> [YOUR ASSIGNMENT]:
Find the string "labels" in the records. Copy each line that has it.

> [PROVIDED RECORDS]:
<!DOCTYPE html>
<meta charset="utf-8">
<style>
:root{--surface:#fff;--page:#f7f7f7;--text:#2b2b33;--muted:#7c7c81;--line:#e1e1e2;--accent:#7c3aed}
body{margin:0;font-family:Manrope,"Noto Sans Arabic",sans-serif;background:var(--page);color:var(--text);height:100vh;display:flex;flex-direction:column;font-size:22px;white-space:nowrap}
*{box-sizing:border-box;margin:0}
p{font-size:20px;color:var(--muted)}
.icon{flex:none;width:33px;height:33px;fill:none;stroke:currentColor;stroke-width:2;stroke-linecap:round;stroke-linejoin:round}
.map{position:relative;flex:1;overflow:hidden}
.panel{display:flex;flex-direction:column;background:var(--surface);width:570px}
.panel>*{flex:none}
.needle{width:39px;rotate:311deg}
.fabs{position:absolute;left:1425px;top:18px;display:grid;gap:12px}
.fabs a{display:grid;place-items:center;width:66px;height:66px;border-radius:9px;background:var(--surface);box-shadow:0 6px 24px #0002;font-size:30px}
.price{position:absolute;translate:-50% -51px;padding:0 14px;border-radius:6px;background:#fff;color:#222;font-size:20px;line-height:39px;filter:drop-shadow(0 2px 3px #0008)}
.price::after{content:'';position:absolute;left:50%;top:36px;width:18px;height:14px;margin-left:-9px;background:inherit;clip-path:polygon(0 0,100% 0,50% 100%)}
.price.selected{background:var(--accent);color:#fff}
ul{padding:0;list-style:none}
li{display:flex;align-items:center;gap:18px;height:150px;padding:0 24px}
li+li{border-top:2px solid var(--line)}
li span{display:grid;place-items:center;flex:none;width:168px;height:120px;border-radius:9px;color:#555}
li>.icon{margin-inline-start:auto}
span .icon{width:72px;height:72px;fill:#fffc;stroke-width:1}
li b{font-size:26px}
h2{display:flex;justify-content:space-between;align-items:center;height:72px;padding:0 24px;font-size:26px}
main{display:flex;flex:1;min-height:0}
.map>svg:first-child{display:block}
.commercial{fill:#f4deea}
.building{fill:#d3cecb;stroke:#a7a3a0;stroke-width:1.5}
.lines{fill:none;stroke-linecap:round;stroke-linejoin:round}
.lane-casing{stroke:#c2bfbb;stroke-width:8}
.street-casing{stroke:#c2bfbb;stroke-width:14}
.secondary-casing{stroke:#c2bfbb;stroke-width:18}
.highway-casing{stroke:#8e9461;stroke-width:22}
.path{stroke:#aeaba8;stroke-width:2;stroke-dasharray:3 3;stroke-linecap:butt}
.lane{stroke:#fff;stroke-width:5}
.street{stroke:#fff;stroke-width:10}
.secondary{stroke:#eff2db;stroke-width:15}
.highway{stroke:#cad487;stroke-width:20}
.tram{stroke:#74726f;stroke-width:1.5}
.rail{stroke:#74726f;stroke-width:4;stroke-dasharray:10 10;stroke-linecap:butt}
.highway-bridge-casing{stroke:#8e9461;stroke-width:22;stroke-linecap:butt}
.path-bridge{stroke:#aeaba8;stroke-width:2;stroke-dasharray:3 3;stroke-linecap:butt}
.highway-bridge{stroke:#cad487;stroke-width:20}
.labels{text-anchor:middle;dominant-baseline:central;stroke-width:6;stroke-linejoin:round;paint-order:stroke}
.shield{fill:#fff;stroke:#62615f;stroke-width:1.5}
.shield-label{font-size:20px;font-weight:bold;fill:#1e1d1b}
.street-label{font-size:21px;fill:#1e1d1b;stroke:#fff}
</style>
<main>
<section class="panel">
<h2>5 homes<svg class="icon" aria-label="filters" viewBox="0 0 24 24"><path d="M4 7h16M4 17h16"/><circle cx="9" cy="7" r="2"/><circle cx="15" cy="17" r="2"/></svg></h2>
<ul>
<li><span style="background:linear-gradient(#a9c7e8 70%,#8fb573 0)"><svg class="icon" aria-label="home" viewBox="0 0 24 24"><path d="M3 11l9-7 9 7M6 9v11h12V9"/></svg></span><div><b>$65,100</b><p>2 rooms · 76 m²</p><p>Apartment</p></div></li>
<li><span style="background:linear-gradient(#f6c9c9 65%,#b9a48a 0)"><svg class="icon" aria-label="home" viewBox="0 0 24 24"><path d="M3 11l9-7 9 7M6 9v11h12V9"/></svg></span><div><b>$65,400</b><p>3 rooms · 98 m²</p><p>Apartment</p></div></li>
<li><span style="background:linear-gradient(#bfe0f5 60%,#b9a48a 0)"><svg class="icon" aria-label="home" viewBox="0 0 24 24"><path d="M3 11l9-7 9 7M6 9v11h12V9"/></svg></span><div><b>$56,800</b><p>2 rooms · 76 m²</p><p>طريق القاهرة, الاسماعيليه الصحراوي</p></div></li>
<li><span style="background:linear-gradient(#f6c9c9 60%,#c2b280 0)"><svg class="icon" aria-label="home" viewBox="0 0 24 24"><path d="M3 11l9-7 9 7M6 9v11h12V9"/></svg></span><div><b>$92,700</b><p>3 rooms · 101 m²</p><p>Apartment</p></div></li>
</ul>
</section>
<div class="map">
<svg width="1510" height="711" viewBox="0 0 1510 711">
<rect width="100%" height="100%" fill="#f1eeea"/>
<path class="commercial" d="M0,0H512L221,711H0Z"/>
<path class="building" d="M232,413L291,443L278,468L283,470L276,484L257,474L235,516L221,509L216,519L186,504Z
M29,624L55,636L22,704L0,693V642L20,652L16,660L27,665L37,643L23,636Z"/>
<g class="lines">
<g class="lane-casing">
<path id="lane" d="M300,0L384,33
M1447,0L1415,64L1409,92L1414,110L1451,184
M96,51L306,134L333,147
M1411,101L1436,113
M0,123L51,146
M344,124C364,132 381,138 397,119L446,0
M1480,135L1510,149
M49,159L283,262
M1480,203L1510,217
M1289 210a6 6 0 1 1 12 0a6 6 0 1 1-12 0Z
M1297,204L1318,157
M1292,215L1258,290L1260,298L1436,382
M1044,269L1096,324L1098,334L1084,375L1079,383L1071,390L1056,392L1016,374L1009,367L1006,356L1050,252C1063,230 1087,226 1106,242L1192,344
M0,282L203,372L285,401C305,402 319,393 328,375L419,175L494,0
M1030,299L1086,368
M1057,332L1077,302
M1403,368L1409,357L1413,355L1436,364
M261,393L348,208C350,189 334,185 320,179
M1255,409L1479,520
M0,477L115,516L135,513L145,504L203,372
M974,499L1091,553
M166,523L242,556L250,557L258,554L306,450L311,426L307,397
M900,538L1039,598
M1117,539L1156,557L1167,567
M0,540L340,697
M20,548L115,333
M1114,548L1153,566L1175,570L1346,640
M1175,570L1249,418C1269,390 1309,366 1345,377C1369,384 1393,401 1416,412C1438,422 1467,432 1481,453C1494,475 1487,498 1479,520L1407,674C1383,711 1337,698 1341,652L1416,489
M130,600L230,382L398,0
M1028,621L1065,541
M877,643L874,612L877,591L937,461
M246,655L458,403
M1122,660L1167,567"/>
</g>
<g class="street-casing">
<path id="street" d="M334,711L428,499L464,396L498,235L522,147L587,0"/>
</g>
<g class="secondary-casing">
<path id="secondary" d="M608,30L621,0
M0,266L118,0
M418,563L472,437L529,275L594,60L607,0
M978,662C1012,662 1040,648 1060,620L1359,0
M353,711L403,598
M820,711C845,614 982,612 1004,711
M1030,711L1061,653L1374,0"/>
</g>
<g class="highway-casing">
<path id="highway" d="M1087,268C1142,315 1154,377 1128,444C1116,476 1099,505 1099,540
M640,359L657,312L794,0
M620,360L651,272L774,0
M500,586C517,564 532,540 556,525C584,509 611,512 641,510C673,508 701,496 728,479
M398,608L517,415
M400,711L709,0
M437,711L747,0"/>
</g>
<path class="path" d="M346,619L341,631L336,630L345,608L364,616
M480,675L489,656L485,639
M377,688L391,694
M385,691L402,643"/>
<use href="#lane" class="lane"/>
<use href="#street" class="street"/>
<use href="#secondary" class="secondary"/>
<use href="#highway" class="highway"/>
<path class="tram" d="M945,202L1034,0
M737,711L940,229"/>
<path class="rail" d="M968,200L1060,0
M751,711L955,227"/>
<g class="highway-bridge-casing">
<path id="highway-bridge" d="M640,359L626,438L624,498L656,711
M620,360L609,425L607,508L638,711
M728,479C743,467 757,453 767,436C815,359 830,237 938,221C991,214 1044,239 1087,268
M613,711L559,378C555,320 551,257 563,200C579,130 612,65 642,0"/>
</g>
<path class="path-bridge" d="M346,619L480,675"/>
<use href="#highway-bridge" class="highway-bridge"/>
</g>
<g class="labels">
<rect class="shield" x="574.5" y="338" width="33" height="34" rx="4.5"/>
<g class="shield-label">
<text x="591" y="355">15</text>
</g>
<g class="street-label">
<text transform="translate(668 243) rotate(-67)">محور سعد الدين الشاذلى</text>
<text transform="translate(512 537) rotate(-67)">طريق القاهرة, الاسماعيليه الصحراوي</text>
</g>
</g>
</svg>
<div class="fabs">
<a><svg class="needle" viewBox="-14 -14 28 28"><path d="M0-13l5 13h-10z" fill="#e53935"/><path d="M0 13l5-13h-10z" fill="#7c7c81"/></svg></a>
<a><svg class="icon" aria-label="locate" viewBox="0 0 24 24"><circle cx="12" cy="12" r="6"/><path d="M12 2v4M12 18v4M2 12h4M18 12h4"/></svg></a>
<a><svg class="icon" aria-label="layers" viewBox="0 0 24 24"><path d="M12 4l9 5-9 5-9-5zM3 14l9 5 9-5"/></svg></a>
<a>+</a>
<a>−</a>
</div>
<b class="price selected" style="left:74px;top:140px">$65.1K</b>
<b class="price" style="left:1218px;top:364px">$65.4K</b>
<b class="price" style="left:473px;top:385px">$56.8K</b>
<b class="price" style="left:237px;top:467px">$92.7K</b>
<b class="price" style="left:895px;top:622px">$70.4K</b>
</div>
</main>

> [WRITTEN ANSWER]:
.labels{text-anchor:middle;dominant-baseline:central;stroke-width:6;stroke-linejoin:round;paint-order:stroke}
<g class="labels">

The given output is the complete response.